CHILDREN IN SUFFERING
A very tender scripture relates about a suffering boy named Ishmael that God heard his voice "there, where he is". In fact his name is said to mean 'God hears'. This should encourage young people to carry every trouble to our heavenly Father in prayer, although He already knows and sees everything. By the habit of prayer they would grow up to be reliant upon Him, rather than be self-reliant and unruly, as Ishmael unhappily became when he was a man.
In God's ways some boys and girls learn, when quite young, what suffering and sorrow really mean. At such times comfort is always to be found where love is, and especially for the believer, in the Lord Jesus. When here He felt in His spirit all the diseases, illnesses and troubles that He cured with His power. He knew indeed what it was to be "very sorrowful even unto death". The shortest verse in the Bible tells us quite simply that, at the tomb of Lazarus, "Jesus wept", although His divine power was about to change the circumstances completely. In other connections the three great apostles also wept. In Peter's case the tears were those of sorrow for failure to confess his Master; with Paul it was because of the enemies of the cross of Christ; John wept much until he understood that the Lord, seen by him as "the Lamb", is able to solve every problem to the glory of God.
Sometimes sorrow becomes changed into joy.

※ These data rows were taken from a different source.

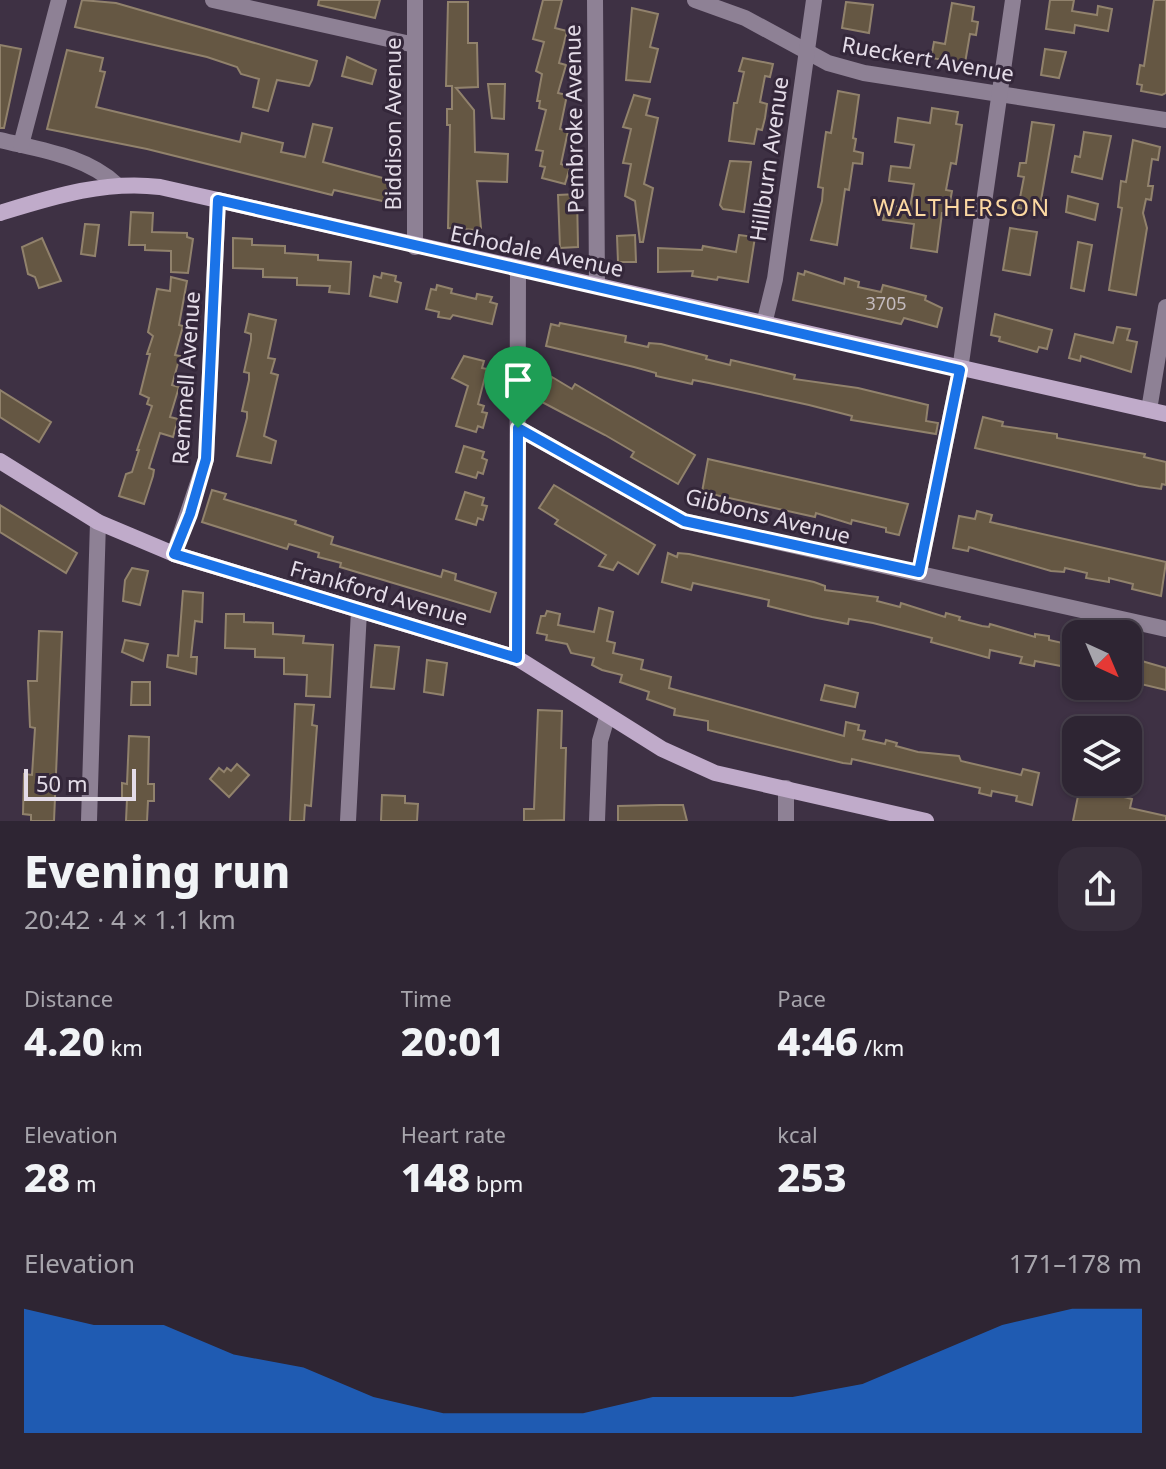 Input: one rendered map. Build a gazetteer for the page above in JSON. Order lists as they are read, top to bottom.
{
  "streets": {
    "main road": ["Echodale Avenue", "Frankford Avenue"],
    "street": [
      "Rueckert Avenue",
      "Pembroke Avenue",
      "Biddison Avenue",
      "Hillburn Avenue",
      "Remmell Avenue",
      "Gibbons Avenue"
    ]
  },
  "crossings": [
    ["Rueckert Avenue", "Hillburn Avenue"],
    ["Pembroke Avenue", "Echodale Avenue"],
    ["Biddison Avenue", "Echodale Avenue"],
    ["Hillburn Avenue", "Echodale Avenue"],
    ["Echodale Avenue", "Remmell Avenue"],
    ["Remmell Avenue", "Frankford Avenue"]
  ],
  "districts": ["WALTHERSON"],
  "house_numbers": ["3705"],
  "scale_bar": "50 m",
  "north": "bottom right",
  "page": {
    "scale": "50 m",
    "heading": ["Evening run", "20:42 · 4 × 1.1 km"],
    "stats": [
      ["Distance", "4.20 km"],
      ["Time", "20:01"],
      ["Pace", "4:46 /km"],
      ["Elevation", "28 m"],
      ["Heart rate", "148 bpm"],
      ["kcal", "253"]
    ],
    "chart": ["Elevation", "171–178 m"]
  }
} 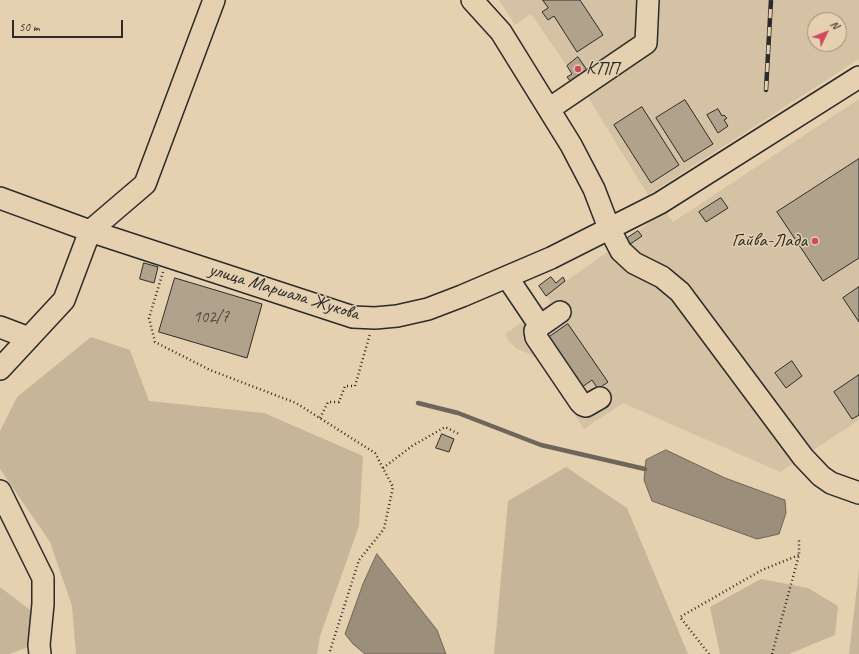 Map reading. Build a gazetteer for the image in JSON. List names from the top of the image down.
{
  "streets": {
    "street": ["улица Маршала Жукова"]
  },
  "places": ["КПП", "Гайва-Лада"],
  "house_numbers": ["102/7"],
  "scale_bar": "50 m",
  "north": "top right"
} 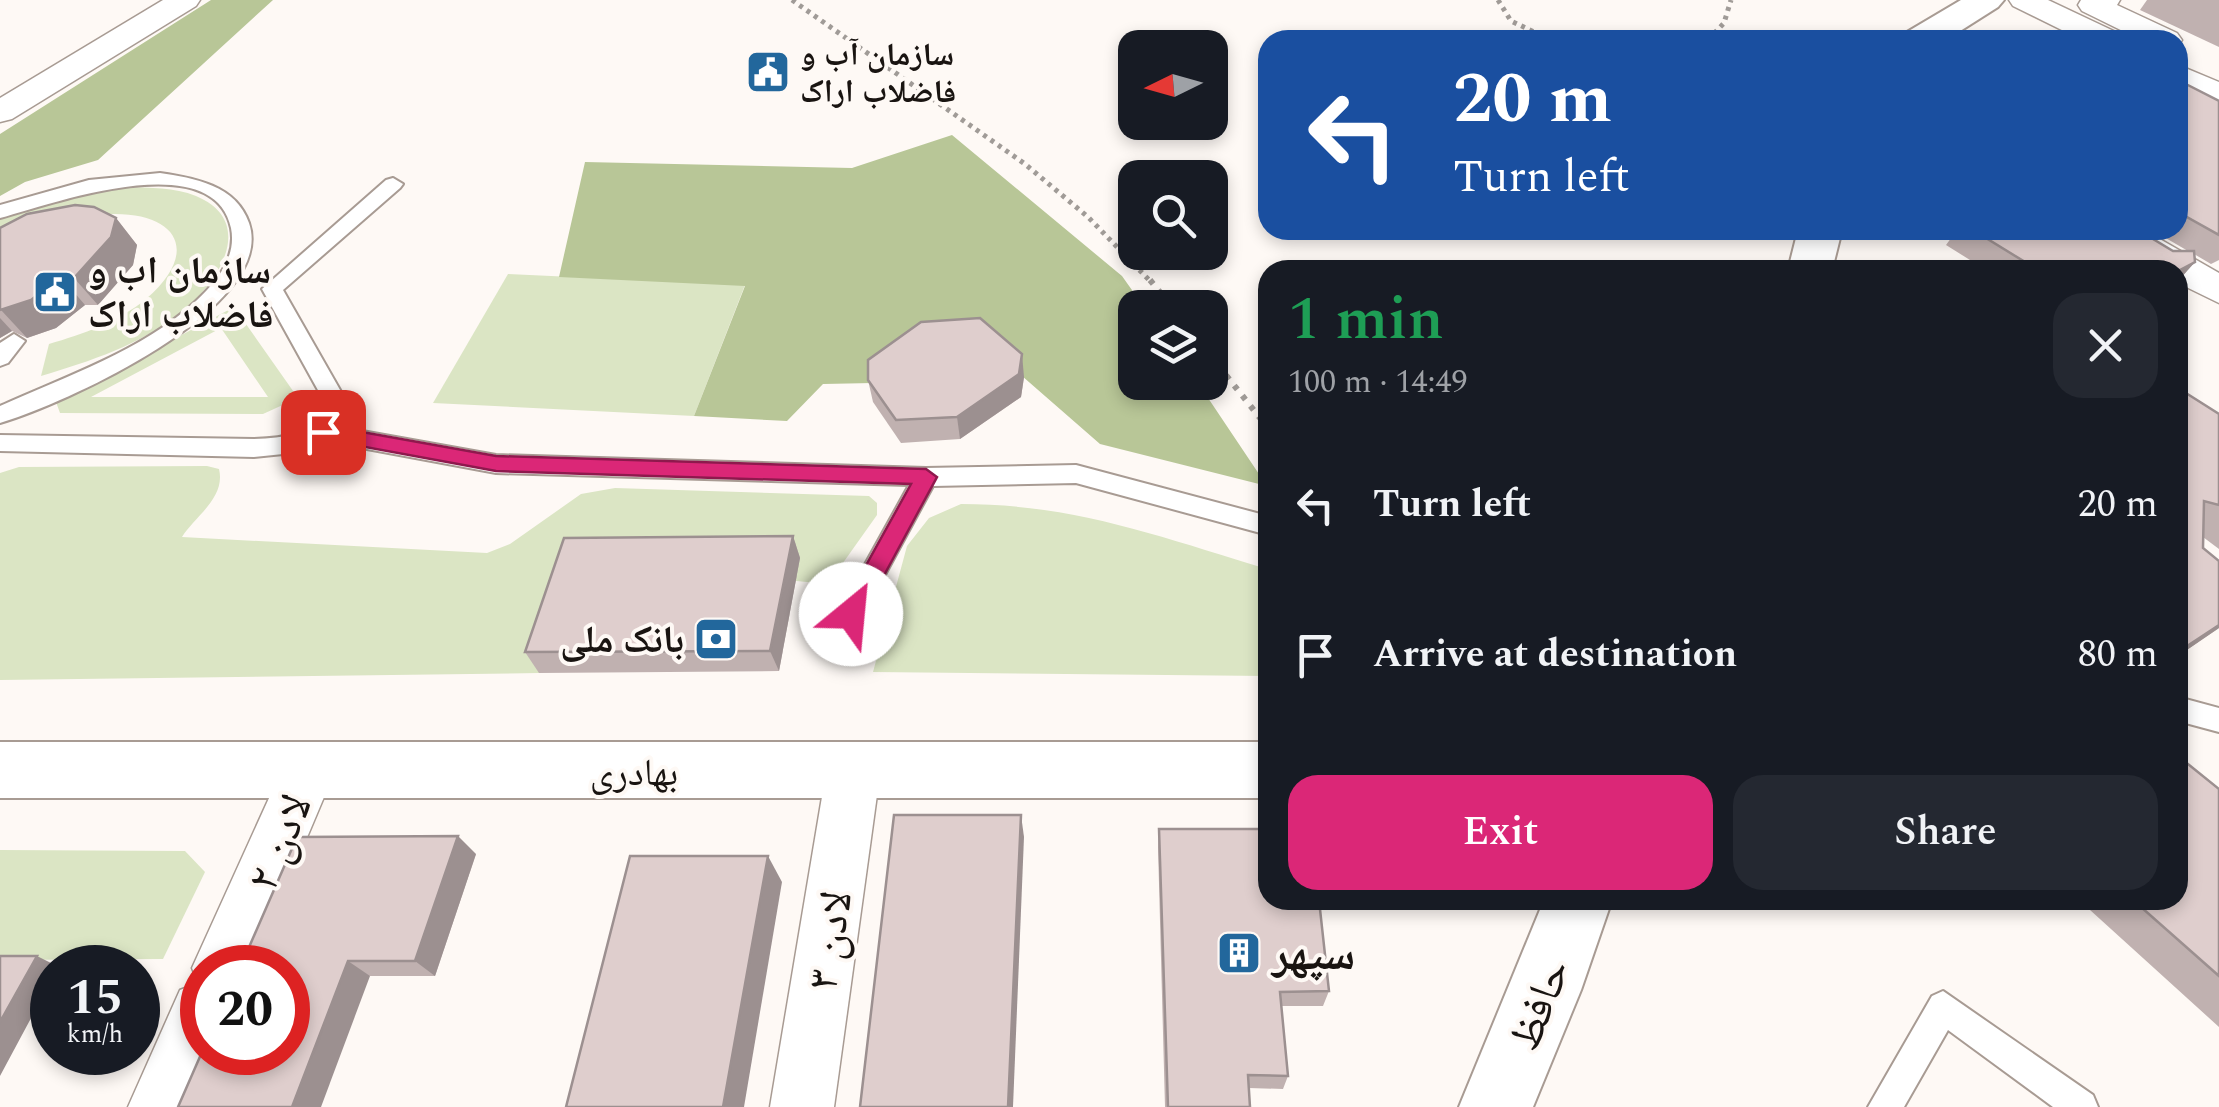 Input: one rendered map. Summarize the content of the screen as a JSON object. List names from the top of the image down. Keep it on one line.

I expect that the maiden, Rhoda, was as anxious as the older brethren at the meeting for prayer when Peter was in prison. But when she actually heard his voice at the door of the house she forgot to open it to him at once for sheer joyful surprise! In the gracious ways of God a boy who had become a cripple at the young age of five years was given, in later years a happy place at the table of his king. He remained faithful to David when many others were unfaithful to him. Do you long to be faithful to the Lord Jesus in the time now of His rejection and absence?